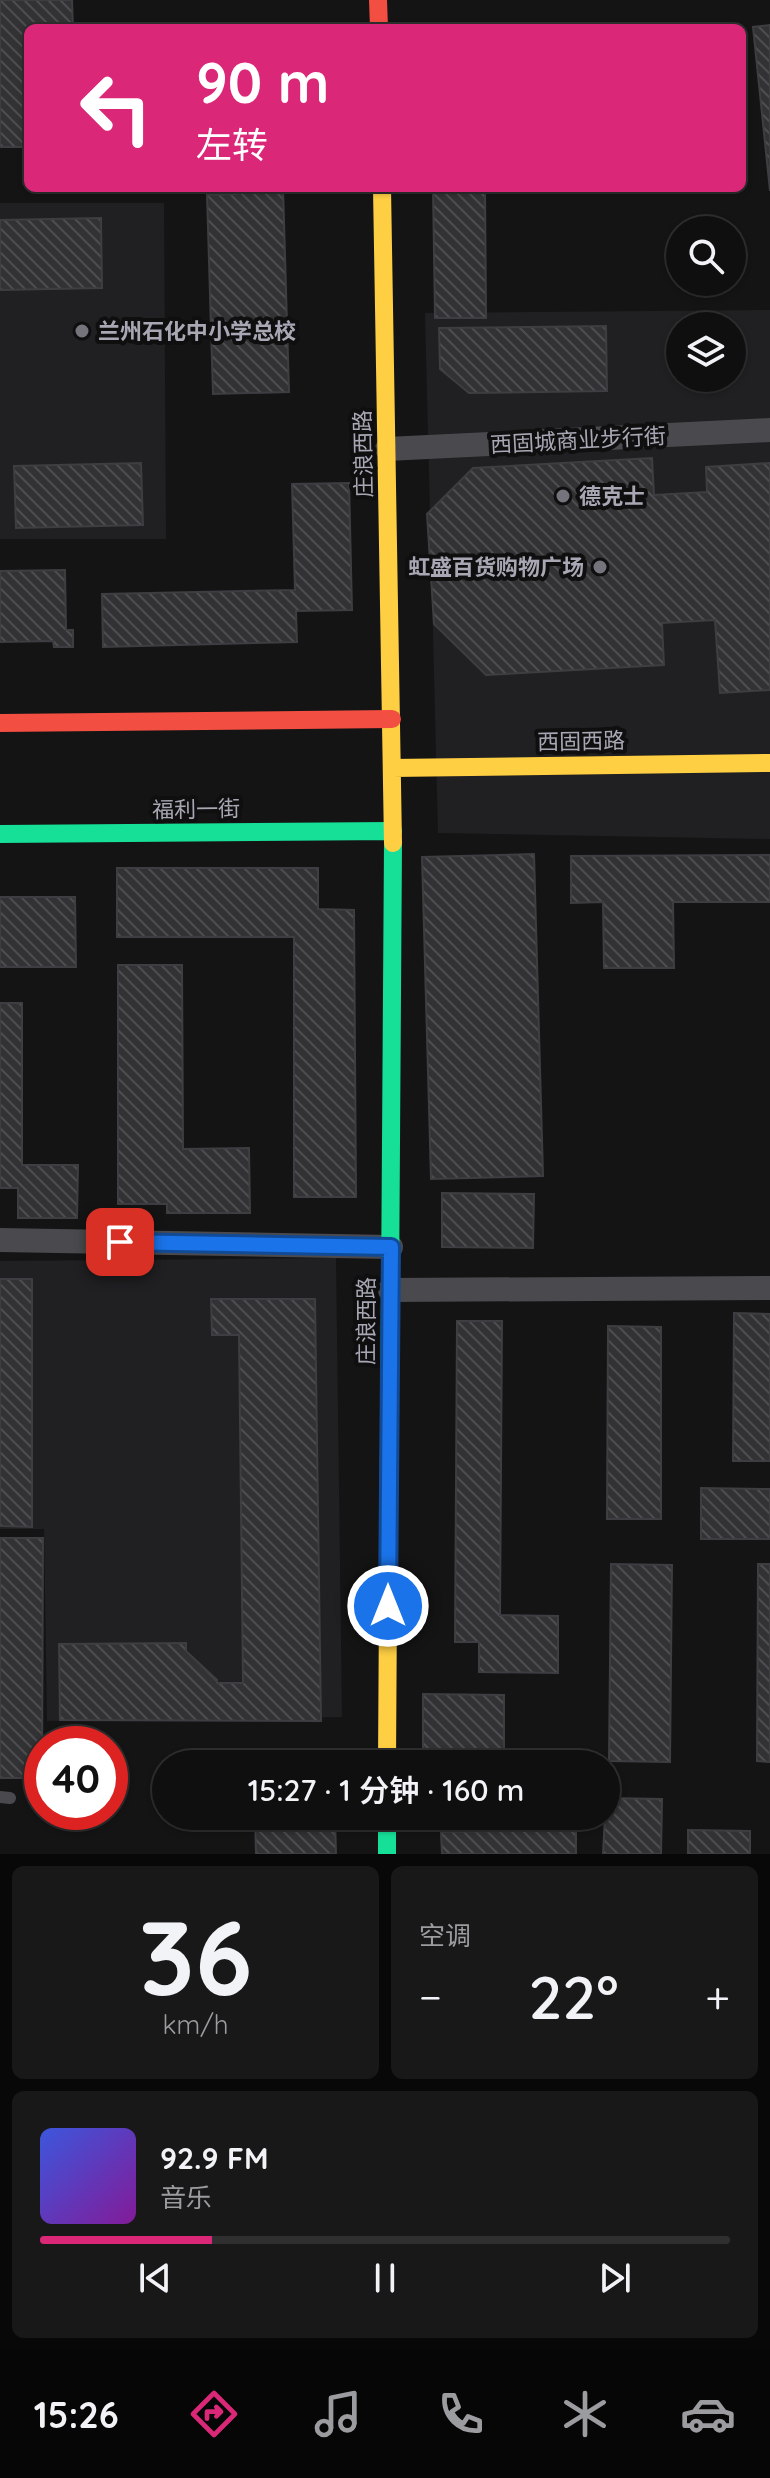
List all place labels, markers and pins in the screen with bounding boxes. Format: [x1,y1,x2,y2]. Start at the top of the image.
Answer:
place label: 兰州石化中小学总校 [98,317,296,345]
marker: 兰州石化中小学总校 [73,322,91,340]
place label: 德克士 [579,482,645,510]
marker: 德克士 [554,487,572,505]
place label: 虹盛百货购物广场 [408,553,584,581]
marker: 虹盛百货购物广场 [591,558,609,576]
pin [86,1208,154,1276]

····················

◆ Exercise prompt: Your task is to output the material word for word while leaving out every image.

◆ Your solution:
List all place labels, markers and pins in the screen with bounding boxes. Format: [x1,y1,x2,y2]. Start at the top of the image.
Answer:
place label: 兰州石化中小学总校 [98,317,296,345]
marker: 兰州石化中小学总校 [73,322,91,340]
place label: 德克士 [579,482,645,510]
marker: 德克士 [554,487,572,505]
place label: 虹盛百货购物广场 [408,553,584,581]
marker: 虹盛百货购物广场 [591,558,609,576]
pin [86,1208,154,1276]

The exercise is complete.